Пока отец рыскал в поисках покупателя, Генри убивал время, бесцельно болтаясь по улицам Окленда. По европейским понятиям, молодую столицу Новой Зеландии городом можно было бы назвать только из вежливости. На самом же деле это был грязный поселок, почти сплошь состоявший из бревенчатых одноэтажных домиков и времянок, сколоченных из неотесанных досок. На широких улицах Окленда росла трава, и даже на самой главной паслись козы. Правда, центральная магистраль города отличалась от остальных: ее украшением были пять двухэтажных зданий, тоже деревянных, но построенных с большей старательностью, чем остальные. В трех размещались правительственные учреждения — резиденция губернатора, канцелярии колониального секретаря и генерального прокурора. Четвертый дом занимала Новозеландская компания, а в пятом жили холостые чиновники. В первый же вечер, проходя мимо него, Генри услышал звон разбитого стекла, пьяные крики, брань, а потом и пистолетные выстрелы. Очевидно, слуги ее величества не очень-то скучали.

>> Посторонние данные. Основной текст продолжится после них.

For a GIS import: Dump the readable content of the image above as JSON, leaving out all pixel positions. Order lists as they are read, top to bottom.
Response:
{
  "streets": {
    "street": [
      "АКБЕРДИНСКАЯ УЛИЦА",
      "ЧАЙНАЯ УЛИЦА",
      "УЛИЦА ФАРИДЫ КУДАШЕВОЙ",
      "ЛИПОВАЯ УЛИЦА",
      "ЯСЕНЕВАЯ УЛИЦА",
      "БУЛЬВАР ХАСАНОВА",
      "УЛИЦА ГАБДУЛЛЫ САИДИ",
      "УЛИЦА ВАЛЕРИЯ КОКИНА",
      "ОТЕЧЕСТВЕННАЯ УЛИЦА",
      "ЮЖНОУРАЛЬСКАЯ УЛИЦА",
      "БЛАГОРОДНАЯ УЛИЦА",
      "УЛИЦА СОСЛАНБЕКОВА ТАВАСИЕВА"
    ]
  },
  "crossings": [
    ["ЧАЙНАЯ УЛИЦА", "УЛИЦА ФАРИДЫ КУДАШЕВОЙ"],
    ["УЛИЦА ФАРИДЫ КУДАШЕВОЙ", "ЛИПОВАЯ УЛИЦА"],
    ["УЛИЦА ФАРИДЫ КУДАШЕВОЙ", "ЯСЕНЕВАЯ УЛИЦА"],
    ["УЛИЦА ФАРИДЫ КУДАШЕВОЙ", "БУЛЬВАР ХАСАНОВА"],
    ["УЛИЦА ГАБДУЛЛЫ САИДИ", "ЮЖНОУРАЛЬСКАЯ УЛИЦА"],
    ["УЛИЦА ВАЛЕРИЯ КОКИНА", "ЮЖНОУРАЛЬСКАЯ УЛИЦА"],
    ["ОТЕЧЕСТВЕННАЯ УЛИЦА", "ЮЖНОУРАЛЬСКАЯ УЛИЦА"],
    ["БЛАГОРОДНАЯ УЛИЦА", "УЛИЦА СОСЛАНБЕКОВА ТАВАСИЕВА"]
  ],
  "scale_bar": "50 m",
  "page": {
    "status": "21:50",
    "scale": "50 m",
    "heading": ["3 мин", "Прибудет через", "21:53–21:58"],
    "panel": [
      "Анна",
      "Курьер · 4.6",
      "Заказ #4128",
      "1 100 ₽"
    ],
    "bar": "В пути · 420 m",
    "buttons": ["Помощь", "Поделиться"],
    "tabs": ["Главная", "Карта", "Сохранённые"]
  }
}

Впрочем, для Окленда пьяные скандалы были нормой жизни. Народ здесь обитал беспокойный и разношерстный. И если по вечерам дебоширами становились даже чиновники королевы, то многого ли можно было требовать от сброда, который с утра до глубокой ночи бражничал за столиками «Веселого китобоя»? Мистер Марчисон, любезно предоставивший Гривсам комнатку в таверне, сразу же предупредил их о возможности инцидентов с подвыпившими посетителями и посоветовал в случае чего обращаться за помощью к Чайлду-Засоне. Человек, которого звали так, представлял собой огромную, почти бесформенную груду мяса, обладавшую тем не менее достаточным проворством и силой, чтобы схватить за шиворот и выбросить за дверь, как котенка, дюжего гарпунера. Выражение сонного безразличия ко всему на свете, казалось, застыло на его луноподобном лице раз и навсегда, и за все три дня пребывания в таверне Генри так и не удалось уловить проблеск мысли в заплывших глазках телохранителя мистера Марчисона.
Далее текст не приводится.